[RESEARCH] RoboOmni — proactive robot manipulation from speech, sound, and vision (no explicit instructions) #655
Reference in New Issue
Block a user
Delete Branch "%!s()"
Deleting a branch is permanent. Although the deleted branch may continue to exist for a short time before it actually gets removed, it CANNOT be undone in most cases. Continue?
Paper
"RoboOmni: Proactive Robot Manipulation in Omni-modal Context"
— OpenMOSS (Fudan University + NUS), arXiv:2510.23763
fnlp/RoboOmnifnlp/OmniAction(140k episodes)What It Is
A robot that figures out what you want without you telling it. Instead of explicit instructions ("pick up the cup"), it infers intent from:
Architecture: Perceiver → Thinker → Talker → Executor
The robot perceives multimodal context, thinks about what the human probably wants, confirms by talking ("would you like me to get that?"), then executes the action. End-to-end, one model.
Why This Matters for Timmy
1. Proactive Intent vs Explicit Instruction
Every agent framework right now (including Hermes Agent) waits for explicit instructions. RoboOmni's insight: real collaboration means inferring intent from ambient context.
For Timmy: instead of "check the Gitea backlog", Timmy observes you've been coding for 3 hours without a commit and proactively asks "want me to check what's open?" That's the difference between a tool and a companion.
2. The Perceiver-Thinker-Talker-Executor Pattern
Maps cleanly to the Hermes harness:
The heartbeat loop already does Perceiver + Thinker. Adding a Talker confirmation step before Executor would make Timmy proactive but not reckless.

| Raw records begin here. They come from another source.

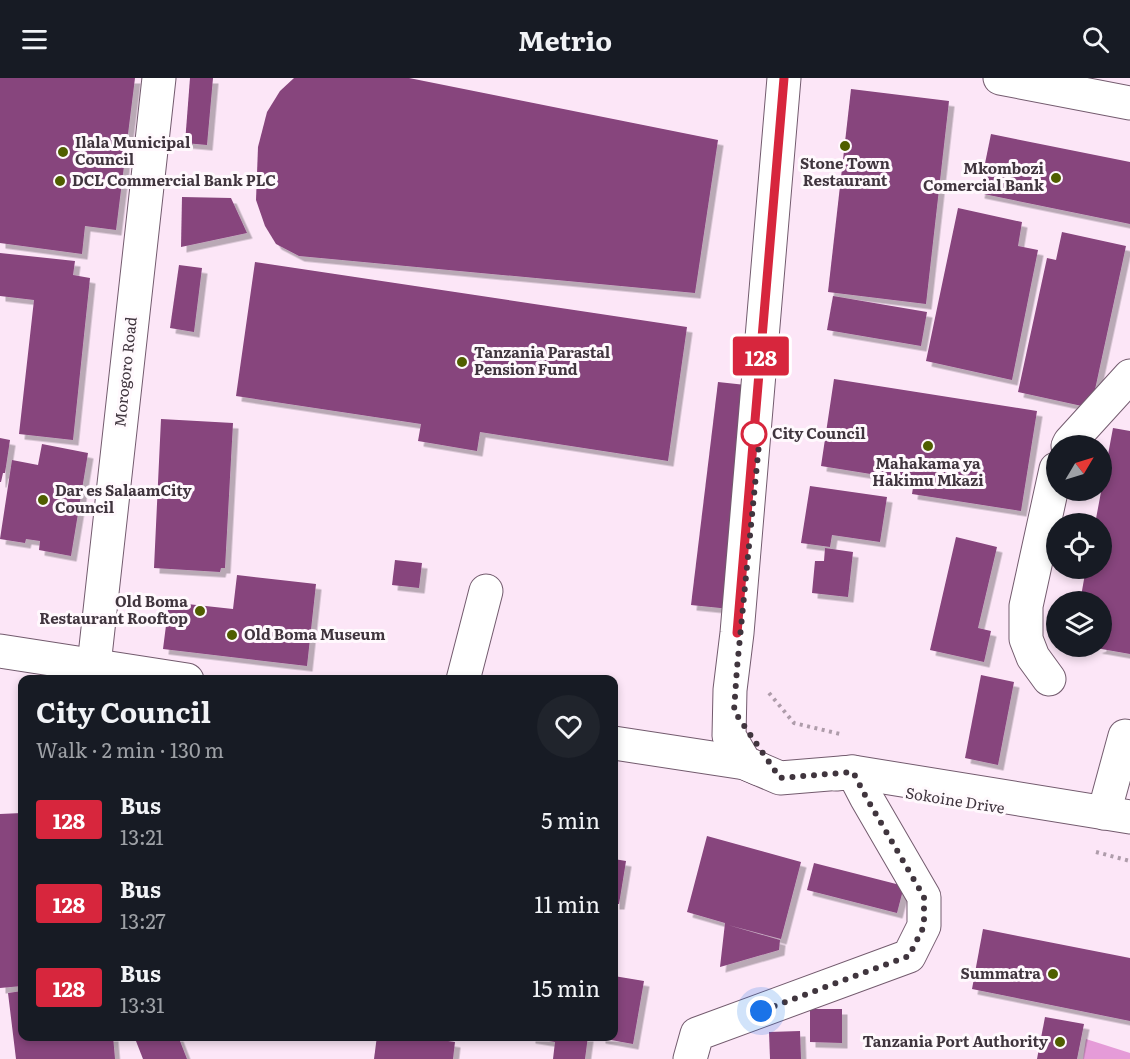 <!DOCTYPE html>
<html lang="en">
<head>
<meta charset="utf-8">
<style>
  :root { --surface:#171b24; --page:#20242c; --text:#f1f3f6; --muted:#9ea1a6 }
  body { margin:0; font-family:Literata,serif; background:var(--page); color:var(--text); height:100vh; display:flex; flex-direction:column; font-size:22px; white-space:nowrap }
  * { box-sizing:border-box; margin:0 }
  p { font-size:20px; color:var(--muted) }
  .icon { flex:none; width:33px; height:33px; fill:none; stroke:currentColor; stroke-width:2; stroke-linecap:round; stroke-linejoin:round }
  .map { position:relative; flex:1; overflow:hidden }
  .panel { position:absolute; left:18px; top:597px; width:600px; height:366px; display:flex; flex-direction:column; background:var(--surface); border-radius:12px; box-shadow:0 3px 9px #0003 }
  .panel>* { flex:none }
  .badge { padding:0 12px; border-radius:4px; font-size:21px; line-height:39px }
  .needle { width:39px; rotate:52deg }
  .tools { position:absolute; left:1046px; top:357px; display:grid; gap:12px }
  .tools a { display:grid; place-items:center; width:66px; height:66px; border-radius:50%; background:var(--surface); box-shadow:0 3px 9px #0003; font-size:30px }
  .you { position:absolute; width:30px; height:30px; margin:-15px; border:4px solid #fff; border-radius:50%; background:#1a73e8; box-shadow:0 0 0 9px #1a73e833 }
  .map>.badge { position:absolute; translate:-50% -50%; box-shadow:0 0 0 3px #fff }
  .round { display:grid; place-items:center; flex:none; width:63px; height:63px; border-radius:32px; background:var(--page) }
  .headline { display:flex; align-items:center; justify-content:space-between; height:102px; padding:0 18px }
  h1 { font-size:28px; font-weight:700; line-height:45px }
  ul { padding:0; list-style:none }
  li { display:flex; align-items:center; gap:18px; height:84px; padding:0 18px }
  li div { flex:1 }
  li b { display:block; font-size:22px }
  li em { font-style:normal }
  li .badge { min-width:66px; font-weight:700; text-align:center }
  header { display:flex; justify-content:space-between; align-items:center; height:78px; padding:0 18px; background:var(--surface); font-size:27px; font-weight:700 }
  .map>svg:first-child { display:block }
  .water { fill:#e59bd8 }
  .building { fill:#87447d; filter:url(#shadow) }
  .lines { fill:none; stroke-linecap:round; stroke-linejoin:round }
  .minor-casing { stroke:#735b6e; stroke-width:35 }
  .path { stroke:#ae9caa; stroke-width:4; stroke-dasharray:3 4.5; stroke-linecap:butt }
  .minor { stroke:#fff; stroke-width:33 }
  .line-casing { stroke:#fff; stroke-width:14 }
  .line { stroke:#d7263d; stroke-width:9 }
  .walk { stroke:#40353e; stroke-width:6; stroke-dasharray:0 10.8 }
  .poi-dot { fill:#4f5e00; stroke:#fff9fd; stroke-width:2 }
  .stop-dot { fill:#fff; stroke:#d7263d; stroke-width:3 }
  .labels { text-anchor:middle; stroke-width:6; stroke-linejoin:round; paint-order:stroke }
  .poi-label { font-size:15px; font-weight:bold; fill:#40353e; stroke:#fff9fd; text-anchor:start }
  .street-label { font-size:15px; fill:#40353e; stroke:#fff9fd }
  .stop-label { font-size:15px; font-weight:bold; fill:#40353e; stroke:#fff9fd; text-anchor:start }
</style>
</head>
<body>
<header><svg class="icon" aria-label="menu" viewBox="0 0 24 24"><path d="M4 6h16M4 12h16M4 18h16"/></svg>Metrio<svg class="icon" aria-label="search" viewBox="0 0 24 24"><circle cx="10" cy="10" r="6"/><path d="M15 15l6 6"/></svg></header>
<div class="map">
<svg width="1130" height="981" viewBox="0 0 1130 981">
  <defs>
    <filter id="shadow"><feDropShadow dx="5.5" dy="5.5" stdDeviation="0" flood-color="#0004"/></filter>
  </defs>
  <rect width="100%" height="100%" fill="#fce6f7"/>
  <polygon class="water" points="1086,961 1130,975 1130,981 1083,981"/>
  <g class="building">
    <polygon points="0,0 135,0 116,152 85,148 82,176 0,165"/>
    <polygon points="190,0 213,0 207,67 185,65"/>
    <polygon points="294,0 409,0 718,62 695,215 299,178 276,166 265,148 256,122 258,69 267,34 280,13"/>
    <polygon points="851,11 949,23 926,226 828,214"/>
    <polygon points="991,56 1130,84 1130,146 979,115"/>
    <polygon points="182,119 231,120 247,155 181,169"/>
    <polygon points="958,130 1022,144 1018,168 1038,172 1012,302 926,283"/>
    <polygon points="1062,154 1126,168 1091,330 1018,314 1047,180 1056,182"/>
    <polygon points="0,175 75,183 73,197 90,200 73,362 19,356 34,222 0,218"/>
    <polygon points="255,184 687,249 668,383 480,354 477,373 418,363 421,346 236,318"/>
    <polygon points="179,187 202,190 194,254 170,250"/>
    <polygon points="833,218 927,234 921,268 827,252"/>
    <polygon points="834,301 1037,333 1021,433 912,416 914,403 821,388"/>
    <polygon points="718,304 755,308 730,531 691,527"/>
    <polygon points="161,341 233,345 225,490 221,490 220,494 154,490"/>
    <polygon points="1113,350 1130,353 1130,576 1096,570 1101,568 1101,524 1080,524 1086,490 1101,490 1101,446 1095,446"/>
    <polygon points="0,360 10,362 5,395 3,395 1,404 0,404"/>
    <polygon points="42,366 88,375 71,478 39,472 40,463 26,461 25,465 0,461 12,382 38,387"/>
    <polygon points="810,408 887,419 880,464 832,457 830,469 801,465"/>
    <polygon points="956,459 997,469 978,550 991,553 984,584 930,572"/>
    <polygon points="825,470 853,474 848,519 812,515 815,483 824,483"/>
    <polygon points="395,482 422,485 419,510 392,507"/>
    <polygon points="237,497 316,506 307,588 163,571 169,524 233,531"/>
    <polygon points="981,597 1014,604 998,687 965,680"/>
    <polygon points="22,735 22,908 0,910 0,736"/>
    <polygon points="707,758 801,784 781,861 728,847 780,862 779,872 720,889 725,845 687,834"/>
    <polygon points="614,781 626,783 619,826 614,826"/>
    <polygon points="814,785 904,808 897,835 807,812"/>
    <polygon points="983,851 1130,880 1130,943 972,911"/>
    <polygon points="614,898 644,903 633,966 600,960 600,958 614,958"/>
    <polygon points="22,913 22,958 113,958 115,981 16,981 8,915"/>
    <polygon points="810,931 842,931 842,965 810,964"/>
    <polygon points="1045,939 1084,946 1077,981 1037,981"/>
    <polygon points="800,953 801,981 770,981 769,954"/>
    <polygon points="134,958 178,958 187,981 143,981"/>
    <polygon points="377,958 414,958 455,964 453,981 374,981"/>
    <polygon points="530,958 588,958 585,981 553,981 555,964 530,960"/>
  </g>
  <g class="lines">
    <g class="minor-casing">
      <g id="minor">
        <polyline points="784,0 737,555 730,612 729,658 745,685 780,700 853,694 1130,739"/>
        <polyline points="1000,0 1130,25"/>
        <polyline points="1068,368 1070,364 1130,298"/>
        <polyline points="0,573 187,602"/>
        <polyline points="94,587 159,0"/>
        <polyline points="1049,601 1033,579 1026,561 1026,528 1056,391"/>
        <polyline points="463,602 486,513"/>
        <polyline points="614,665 745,685 759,691"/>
        <polyline points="1104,735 1125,658"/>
        <polyline points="690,981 697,956 909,878 924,848 924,819 866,719 853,694 836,696"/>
      </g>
    </g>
    <g class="path">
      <polyline points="769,615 794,645 840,656"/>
      <polyline points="1096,774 1130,783"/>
    </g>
    <use href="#minor" class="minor"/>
  </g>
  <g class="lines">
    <g class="line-casing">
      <polyline id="line" points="737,555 784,0"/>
    </g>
    <use href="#line" class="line"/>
    <polyline class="walk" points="754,356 760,356 737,590 734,633 780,700 853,694 866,719 924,819 924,848 909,878 761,933"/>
  </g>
  <g class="poi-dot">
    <circle cx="845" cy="68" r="6"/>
    <circle cx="63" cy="74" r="6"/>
    <circle cx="1056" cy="100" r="6"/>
    <circle cx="60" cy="103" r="6"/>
    <circle cx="462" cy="284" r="6"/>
    <circle cx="928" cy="368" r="6"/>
    <circle cx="43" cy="422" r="6"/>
    <circle cx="200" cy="533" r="6"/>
    <circle cx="232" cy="557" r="6"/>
    <circle cx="1053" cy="896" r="6"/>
    <circle cx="1060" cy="964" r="6"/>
  </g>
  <circle class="stop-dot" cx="754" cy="356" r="12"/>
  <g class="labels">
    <g class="poi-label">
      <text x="75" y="70">Ilala Municipal<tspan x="75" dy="17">Council</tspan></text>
      <text x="845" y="91" text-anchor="middle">Stone Town<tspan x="845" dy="17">Restaurant</tspan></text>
      <text x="1044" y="96" text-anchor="end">Mkombozi<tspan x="1044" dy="17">Comercial Bank</tspan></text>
      <text x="72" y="108">DCL Commercial Bank PLC</text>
      <text x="474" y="280">Tanzania Parastal<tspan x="474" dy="17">Pension Fund</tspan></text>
      <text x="928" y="391" text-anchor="middle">Mahakama ya<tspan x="928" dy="17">Hakimu Mkazi</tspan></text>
      <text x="55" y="418">Dar es SalaamCity<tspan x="55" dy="17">Council</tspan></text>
      <text x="188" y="529" text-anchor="end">Old Boma<tspan x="188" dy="17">Restaurant Rooftop</tspan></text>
      <text x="244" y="562">Old Boma Museum</text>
      <text x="1041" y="901" text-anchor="end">Summatra</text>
      <text x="1048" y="969" text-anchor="end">Tanzania Port Authority</text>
    </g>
    <g class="street-label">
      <text transform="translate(126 294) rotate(-84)" y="5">Morogoro Road</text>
      <text transform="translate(955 723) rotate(9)" y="5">Sokoine Drive</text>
    </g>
    <g class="stop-label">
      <text x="772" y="361">City Council</text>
    </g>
  </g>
</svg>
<div class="tools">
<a><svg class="needle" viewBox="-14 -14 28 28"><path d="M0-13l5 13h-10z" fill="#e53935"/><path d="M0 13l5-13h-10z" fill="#9ea1a6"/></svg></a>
<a><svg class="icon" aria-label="locate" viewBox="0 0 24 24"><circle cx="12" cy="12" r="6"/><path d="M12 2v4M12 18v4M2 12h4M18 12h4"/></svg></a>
<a><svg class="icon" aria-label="layers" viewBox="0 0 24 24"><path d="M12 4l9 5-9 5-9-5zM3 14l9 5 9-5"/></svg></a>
</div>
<div class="you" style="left:761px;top:933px"></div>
<b class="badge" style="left:761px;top:278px;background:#d7263d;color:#fff">128</b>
<section class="panel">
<div class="headline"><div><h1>City Council</h1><p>Walk · 2 min · 130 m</p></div><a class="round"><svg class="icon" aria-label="heart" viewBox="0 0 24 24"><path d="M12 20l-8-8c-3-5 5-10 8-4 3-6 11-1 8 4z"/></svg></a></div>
<ul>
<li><span class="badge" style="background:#d7263d;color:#fff">128</span><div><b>Bus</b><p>13:21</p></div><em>5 min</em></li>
<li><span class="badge" style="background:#d7263d;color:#fff">128</span><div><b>Bus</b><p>13:27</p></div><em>11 min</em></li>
<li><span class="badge" style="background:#d7263d;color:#fff">128</span><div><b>Bus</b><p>13:31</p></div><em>15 min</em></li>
</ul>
</section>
</div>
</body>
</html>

3. OmniAction Dataset — Training Data Format
140k episodes, RLDS format, with:
The dataset structure is worth studying even if we don't use their data. The 6 contextual instruction types are a taxonomy for how Timmy could learn to infer intent beyond explicit commands.
4. Speech-to-Action Without ASR Intermediate
RoboOmni processes speech end-to-end — no separate speech-to-text step. This is faster and preserves tone/sentiment that text strips out. Relevant when Timmy has voice (the local voice stack from the SOTA report: Whisper + LLM + Piper).
What to Steal
Comparison: RPG2Robot (#653) vs RoboOmni
Both papers contribute different pieces. RPG2Robot gives us the transfer architecture. RoboOmni gives us the intent inference pattern. Together they describe a system that learns through games AND proactively assists without being told — which is the full Timmy vision.

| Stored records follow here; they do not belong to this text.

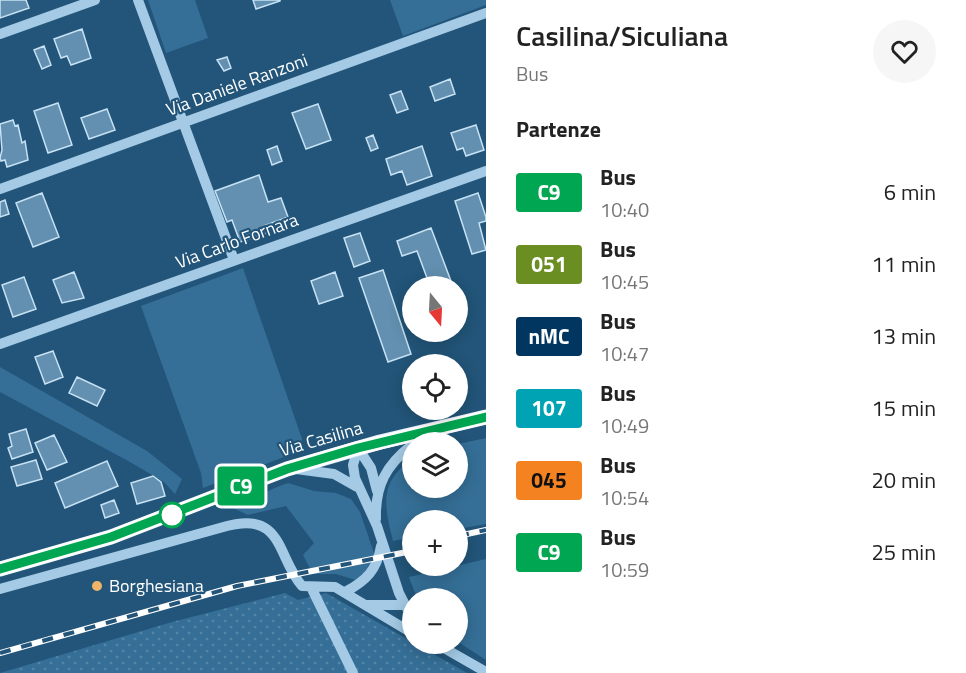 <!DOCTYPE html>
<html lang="it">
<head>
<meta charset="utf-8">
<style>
  :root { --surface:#fff; --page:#f6f6f6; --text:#222; --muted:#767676 }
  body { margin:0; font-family:"Titillium Web",sans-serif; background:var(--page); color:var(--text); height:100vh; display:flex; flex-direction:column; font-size:22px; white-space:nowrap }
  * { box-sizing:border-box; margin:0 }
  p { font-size:20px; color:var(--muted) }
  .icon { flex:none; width:33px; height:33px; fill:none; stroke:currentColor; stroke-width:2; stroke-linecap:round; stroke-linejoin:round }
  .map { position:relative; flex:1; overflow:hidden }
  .drawer { display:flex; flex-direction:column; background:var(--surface); width:480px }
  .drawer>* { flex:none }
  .badge { padding:0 12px; border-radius:4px; font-size:21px; line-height:39px }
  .needle { width:39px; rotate:162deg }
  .fabs { position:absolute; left:402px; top:276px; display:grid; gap:12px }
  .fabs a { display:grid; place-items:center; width:66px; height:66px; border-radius:50%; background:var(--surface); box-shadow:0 3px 15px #0003; font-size:30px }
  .map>.badge { position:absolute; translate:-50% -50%; box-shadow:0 0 0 3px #fff }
  h2 { padding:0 30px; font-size:22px; line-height:54px }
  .round { display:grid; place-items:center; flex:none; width:63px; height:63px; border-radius:32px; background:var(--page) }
  .head { display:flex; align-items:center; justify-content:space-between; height:102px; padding:0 30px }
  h1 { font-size:28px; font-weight:600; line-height:45px }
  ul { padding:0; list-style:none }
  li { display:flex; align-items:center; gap:18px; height:72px; padding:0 30px }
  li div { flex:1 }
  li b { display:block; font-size:22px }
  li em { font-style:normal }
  li .badge { min-width:66px; font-weight:700; text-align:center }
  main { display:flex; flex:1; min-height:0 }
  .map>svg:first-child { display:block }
  .grass { fill:#356f97 }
  .garden { fill:url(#garden-dots) }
  .building { fill:#6390b0; stroke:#c7e2f4; stroke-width:1.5 }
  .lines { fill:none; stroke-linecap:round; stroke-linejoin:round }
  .minor { stroke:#a4cae5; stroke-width:10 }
  .major { stroke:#e4f1fc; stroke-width:15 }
  .rail-casing { stroke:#fff; stroke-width:6 }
  .rail { stroke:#225579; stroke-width:4; stroke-dasharray:11; stroke-linecap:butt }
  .line-casing { stroke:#fff; stroke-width:14 }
  .line { stroke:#00a651; stroke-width:9 }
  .stop-dot { fill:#fff; stroke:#00a651; stroke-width:3 }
  .poi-dot { fill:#f0b567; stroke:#225579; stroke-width:2 }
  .labels { text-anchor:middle; stroke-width:4.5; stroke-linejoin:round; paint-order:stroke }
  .street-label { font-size:18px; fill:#fff; stroke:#225579 }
  .poi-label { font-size:18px; fill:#fff; stroke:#225579; text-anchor:start }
</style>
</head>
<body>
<main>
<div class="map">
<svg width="486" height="673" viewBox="0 0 486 673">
  <defs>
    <pattern id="garden-dots" width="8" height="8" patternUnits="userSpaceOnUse" patternTransform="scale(1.5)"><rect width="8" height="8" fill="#356f97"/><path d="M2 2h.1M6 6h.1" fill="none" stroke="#5385a7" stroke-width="1.8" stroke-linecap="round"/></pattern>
  </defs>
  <rect width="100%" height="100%" fill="#225579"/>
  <!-- grass -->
  <path class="grass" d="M148,0H195L208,38L166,53Z
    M390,0H486V5L403,36Z
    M243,268L302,439V450L203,488L201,473L141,306Z
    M0,367L147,451L182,479L175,494L164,482L130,462L0,392Z
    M486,438V524L458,529V520H412V537L393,541C384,506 379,482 412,459V488H458V444Z
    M288,483L314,491L336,493L351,499L360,512L375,556L359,581L336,574H313L303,555L314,543L286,506L248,515L233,508C253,501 268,489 288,483Z
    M486,559V660L458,642V598H417L409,577Z"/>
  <!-- garden -->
  <path class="garden" d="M285,593L298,600L326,593L467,673H0L172,622Z"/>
  <!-- building -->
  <path class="building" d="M0,0H26L29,8L0,18Z
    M253,0H280V1L256,9Z
    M82,29L91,58L71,65L67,56L61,58L54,39Z
    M44,46L51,65L42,69L34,50Z
    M227,57L231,68L224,71L217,60Z
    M450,79L455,94L435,101L430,87Z
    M401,91L408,109L397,113L390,95Z
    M58,103L72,145L48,153L34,111Z
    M318,104L331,140L306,149L292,113Z
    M107,109L115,130L89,139L81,118Z
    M13,120L15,126L18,125L22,143L25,141L28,160L7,167L5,160L1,161L0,158L2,150L0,124Z
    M476,125L484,150L466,156L463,148L457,150L451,133Z
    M373,135L378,148L371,151L366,138Z
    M277,146L282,161L272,165L267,150Z
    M422,146L432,176L407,185L402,171L391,175L386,159Z
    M259,175L268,202L281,198L288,217L264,226L267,233L240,242L232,220L227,222L215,191Z
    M42,193L59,237L33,247L16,203Z
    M478,193L486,217V221L479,223L486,250L472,254L455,201Z
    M5,200L9,214L0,217V202Z
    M431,228L451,281L435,286H430L417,251L402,256L397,241Z
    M360,233L370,261L354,267L344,238Z
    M383,270L411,354L388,362L359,278Z
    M74,272L84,298L62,303L53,280Z
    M335,272L343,296L319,304L311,281Z
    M24,277L36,309L13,317L2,285Z
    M53,351L63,377L45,384L35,357Z
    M77,377L105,390L97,406L69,393Z
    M26,429L33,452L12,459L8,448L12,446L9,434Z
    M54,435L67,462L47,470L35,443Z
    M36,460L42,479L17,486L11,467Z
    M107,461L118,486L65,508L55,483Z
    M153,476L161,482L165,496L137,504L131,483Z
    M114,500L119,513L105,518L101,505Z"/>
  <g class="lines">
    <!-- minor -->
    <path class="minor" d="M138,0L234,260
      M0,34L95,0
      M0,189L486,13
      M0,344L486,171
      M358,448L353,465L355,478L377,526L399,593L412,618
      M358,448L371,468L377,491
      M296,469L334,474L357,487
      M376,519C375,486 386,465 412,445
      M311,587L353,673
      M0,589L227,526C283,511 277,557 302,586L335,587L412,633
      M345,592C366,581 377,570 381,546
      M366,605H404
      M437,644L486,672"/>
    <!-- major -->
    <path class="major" d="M0,569L111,537L287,469L380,442L486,417"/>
    <!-- rail casing -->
    <g class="rail-casing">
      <path id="rail" d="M458,536L486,530
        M0,653L237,586L412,551"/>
    </g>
    <!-- rail -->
    <use href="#rail" class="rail"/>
  </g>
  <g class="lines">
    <!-- line casing -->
    <g class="line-casing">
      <path id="line" d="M0,569L111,537L287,469L358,448L486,417"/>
    </g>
    <!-- line -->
    <use href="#line" class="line"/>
  </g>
  <!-- markers -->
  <circle class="stop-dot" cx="172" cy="515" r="12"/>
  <circle class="poi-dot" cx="97" cy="586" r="6"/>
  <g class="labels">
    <!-- street labels -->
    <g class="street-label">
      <text transform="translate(237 85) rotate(-20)" y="6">Via Daniele Ranzoni</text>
      <text transform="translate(237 241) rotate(-20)" y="6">Via Carlo Fornara</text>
      <text transform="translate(321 439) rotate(-16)" y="6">Via Casilina</text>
    </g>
    <!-- poi labels -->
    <g class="poi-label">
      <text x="109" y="592">Borghesiana</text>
    </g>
  </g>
</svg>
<div class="fabs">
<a><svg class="needle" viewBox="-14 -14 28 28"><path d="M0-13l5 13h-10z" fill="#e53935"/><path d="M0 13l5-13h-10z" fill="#767676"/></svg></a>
<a><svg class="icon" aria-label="locate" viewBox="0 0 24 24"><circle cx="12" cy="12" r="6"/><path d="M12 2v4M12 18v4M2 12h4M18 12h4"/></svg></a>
<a><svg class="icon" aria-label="layers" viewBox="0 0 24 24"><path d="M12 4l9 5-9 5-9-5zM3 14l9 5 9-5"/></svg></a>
<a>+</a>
<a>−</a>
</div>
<b class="badge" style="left:241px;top:486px;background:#00a651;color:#fff">C9</b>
</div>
<section class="drawer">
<div class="head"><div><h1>Casilina/Siculiana</h1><p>Bus</p></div><a class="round"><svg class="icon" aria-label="heart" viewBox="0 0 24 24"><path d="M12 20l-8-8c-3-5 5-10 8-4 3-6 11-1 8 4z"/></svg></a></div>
<h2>Partenze</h2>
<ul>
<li><span class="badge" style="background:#00a651;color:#fff">C9</span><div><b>Bus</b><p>10:40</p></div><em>6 min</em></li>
<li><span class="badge" style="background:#6b8e23;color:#fff">051</span><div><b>Bus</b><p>10:45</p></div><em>11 min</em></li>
<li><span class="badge" style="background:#00365f;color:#fff">nMC</span><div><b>Bus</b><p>10:47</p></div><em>13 min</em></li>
<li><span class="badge" style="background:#00a3b4;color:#fff">107</span><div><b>Bus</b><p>10:49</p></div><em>15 min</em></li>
<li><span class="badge" style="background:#f58220;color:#111">045</span><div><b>Bus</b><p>10:54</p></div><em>20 min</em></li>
<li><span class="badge" style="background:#00a651;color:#fff">C9</span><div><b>Bus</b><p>10:59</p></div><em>25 min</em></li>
</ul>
</section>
</main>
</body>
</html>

Source: github.com/OpenMOSS/RoboOmni — triaged by Perplexity
⚡ Dispatched to
claude. Huey task queued.⚡ Dispatched to
gemini. Huey task queued.⚡ Dispatched to
kimi. Huey task queued.⚡ Dispatched to
grok. Huey task queued.⚡ Dispatched to
perplexity. Huey task queued.🔍 Triaged by Huey — needs assignment.
🔍 Triaged by Huey — needs assignment.
🔧
geminiworking on this via Huey. Branch:gemini/issue-655🔧
grokworking on this via Huey. Branch:grok/issue-655⚠️
grokproduced no changes for this issue. Skipping.🔍 Triaged by Huey — needs assignment.
🔍 Triaged by Huey — needs assignment.
🔍 Triaged by Huey — needs assignment.
🔍 Triaged by Huey — needs assignment.
🔍 Triaged by Huey — needs assignment.
🔍 Triaged by Huey — needs assignment.
🔍 Triaged by Huey — needs assignment.
🔍 Triaged by Huey — needs assignment.
🔍 Triaged by Huey — needs assignment.
🔍 Triaged by Huey — needs assignment.
🔍 Triaged by Huey — needs assignment.
🔍 Triaged by Huey — needs assignment.
🔍 Triaged by Huey — needs assignment.
🔍 Triaged by Huey — needs assignment.
🔍 Triaged by Huey — needs assignment.
🔍 Triaged by Huey — needs assignment.
🔍 Triaged by Huey — needs assignment.
🔍 Triaged by Huey — needs assignment.
🔍 Triaged by Huey — needs assignment.
🔍 Triaged by Huey — needs assignment.
🔍 Triaged by Huey — needs assignment.
🔍 Triaged by Huey — needs assignment.
🔍 Triaged by Huey — needs assignment.
🔍 Triaged by Huey — needs assignment.
Closing as duplicate during backlog burn-down. Canonical issue: #654.
Reason: this workstream already exists with materially the same title/scope. Keeping one canonical thread prevents agent churn and review waste.